E a chi s’illudeva di poterlo liberare, implorava: ” Voi non perdete nulla, ed io perdo Iddio, se riesco a salvarmi. Mai più mi capiterà una simile ventura per riunirmi a Lui. Lasciatemi dunque immolare, ora che l’altare è pronto! Uniti tutti nel coro della carità, cantate: Dio s’è degnato di mandare dall’Oriente in Occidente il Vescovo di Siria! “.
Infine prorompeva in una di quelle immagini che sono rimaste famose nella storia dei Martiri: ” Lasciatemi essere il nutrimento delle belve, dalle quali mi sarà dato di godere Dio. lo sono frumento di Dio. Bisogna che sia macinato dai denti delle belve, affinché sia trovato puro pane di Cristo “.
E, giunto a Roma, nell’anno 107, il Vescovo Ignazio di Antiochia fu veramente ” macinato ” dalle innocenti belve del Circo, per le quali il Martire trovò espressioni di una insolita tenerezza e poesia: ” Accarezzatele, scriveva infatti, affinché siano la mia tomba e non faccian restare nulla del mio corpo, e i miei funerali non siano a carico di nessuno “.

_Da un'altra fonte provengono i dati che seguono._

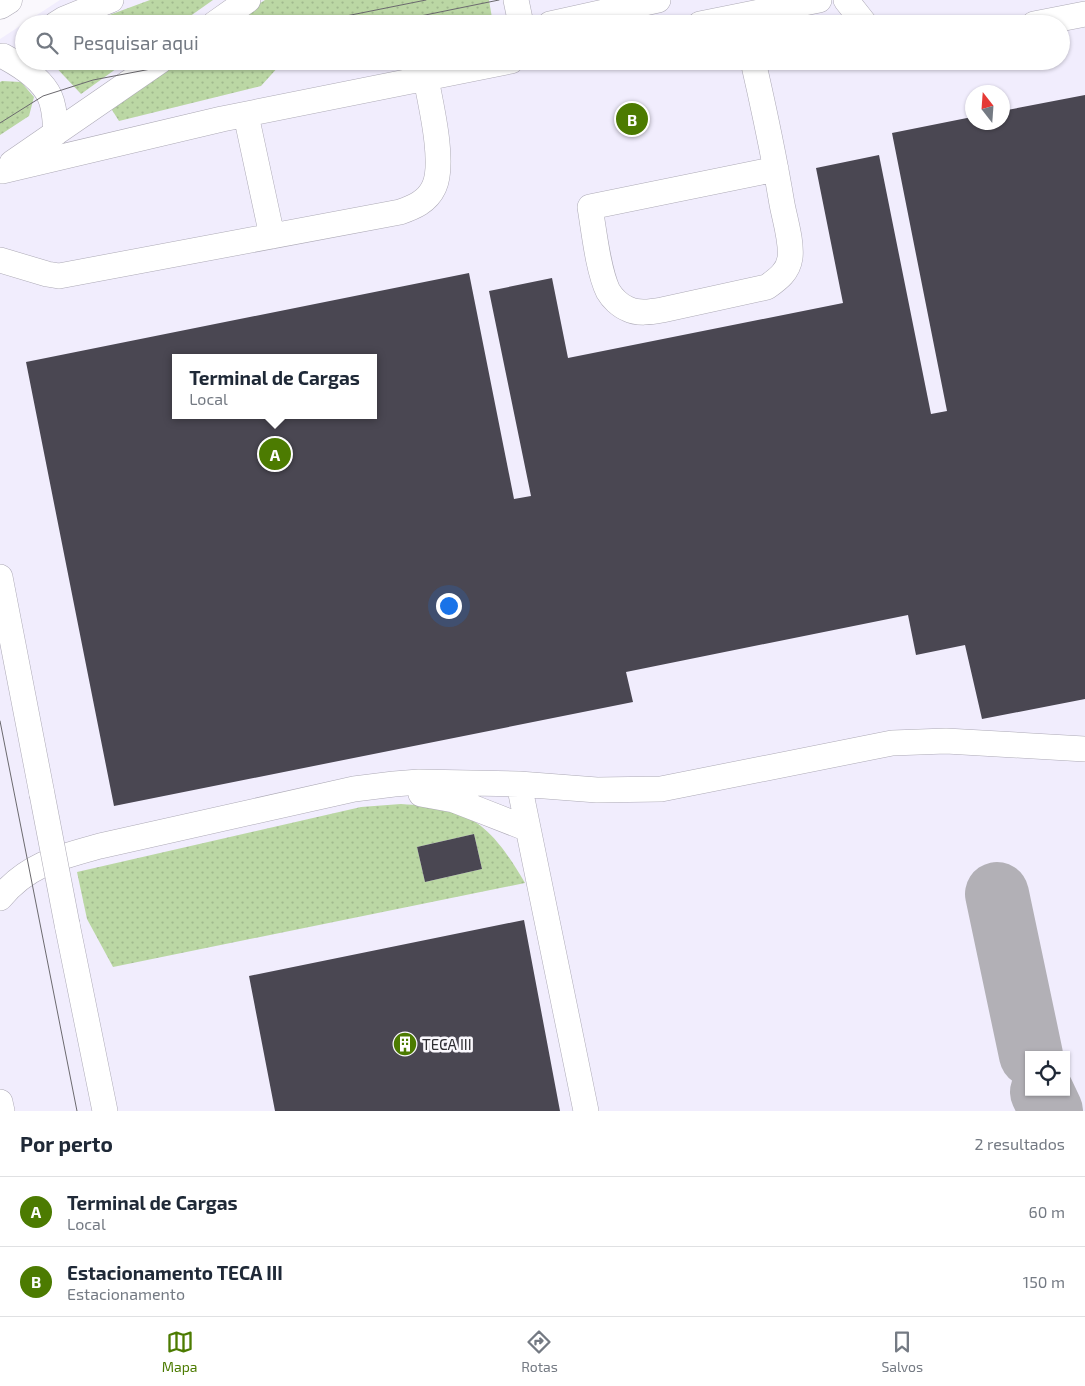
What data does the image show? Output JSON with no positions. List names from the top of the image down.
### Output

Estratto dalla «Lettera ai Romani» di sant’Ignazio di Antiochia, vescovo e martire
(Capp. 4, 1-2; 6, 1 – 8, 3)

Scrivo a tutte le chiese, e a tutti annunzio che morrò volentieri per Dio, se voi non me lo impedirete. Vi scongiuro, non dimostratemi una benevolenza inopportuna. Lasciate che io sia pasto delle belve, per mezzo delle quali mi sia dato di raggiungere Dio. Sono frumento di Dio e sarò macinato dai denti delle fiere per divenire pane puro di Cristo. Supplicate Cristo per me, perché per opera di queste belve io divenga ostia per il Signore.
A nulla mi gioveranno i godimenti del mondo né i regni di questa terra. E’ meglio per me morire per Gesù Cristo che estendere il mio impero fino ai confini della terra. Io cerco colui che è morto per noi, voglio colui che per noi è risorto. E’ vicino il momento della mia nascita.
Abbiate compassione di me, fratelli. Non impeditemi di vivere, non vogliate che io muoia. Non abbandonate al mondo e alle seduzioni della materia chi vuol essere di Dio. Lasciate che io raggiunga la pura luce; giunto là, sarò veramente un uomo. Lasciate che io imiti la passione del mio Dio. Se qualcuno lo ha in sé, comprenda quello che io voglio e mi compatisca, pensando all’angoscia che mi opprime.
Il principe di questo mondo vuole portarmi via e soffocare la mia aspirazione verso Dio. Nessuno di voi gli dia mano; state piuttosto dalla mia parte, cioè da quella di Dio. Non siate di quelli che professano Gesù Cristo e ancora amano il mondo. Non trovino posto in voi sentimenti meno buoni. Anche se vi supplicassi, quando sarà tra voi, non datemi ascolto: credete piuttosto a quanto vi scrivo ora nel pieno possesso della mia vita. Vi scrivo che desidero morire.
Ogni mio desiderio terreno è crocifisso e non c’è più in me nessun’aspirazione per le realtà materiali, ma un’acqua viva mormora dentro di me e mi dice: «Vieni al Padre». Non mi diletto più di un cibo corruttibile, né dei piaceri di questa vita. Voglio il pane di Dio, che è la carne di Gesù Cristo, della stirpe di David; voglio per bevanda il suo sangue che è la carità incorruttibile.
Non voglio più vivere la vita di quaggiù. E il mio desiderio si realizzerà, se voi lo vorrete. Vogliatelo, vi prego, per trovare anche voi benevolenza. Ve lo domando con poche parole: credetemi. Gesù Cristo vi farà comprendere che dico il vero: egli è la bocca verace per mezzo della quale il Padre ha parlato in verità. Chiedete per me che io possa raggiungerlo. Non vi scrivo secondo la carne, ma secondo il pensiero di Dio. Se subirò il martirio, ciò significherà che mi avete voluto bene. Se sarò rimesso in libertà, sarà segno che mi avete odiato.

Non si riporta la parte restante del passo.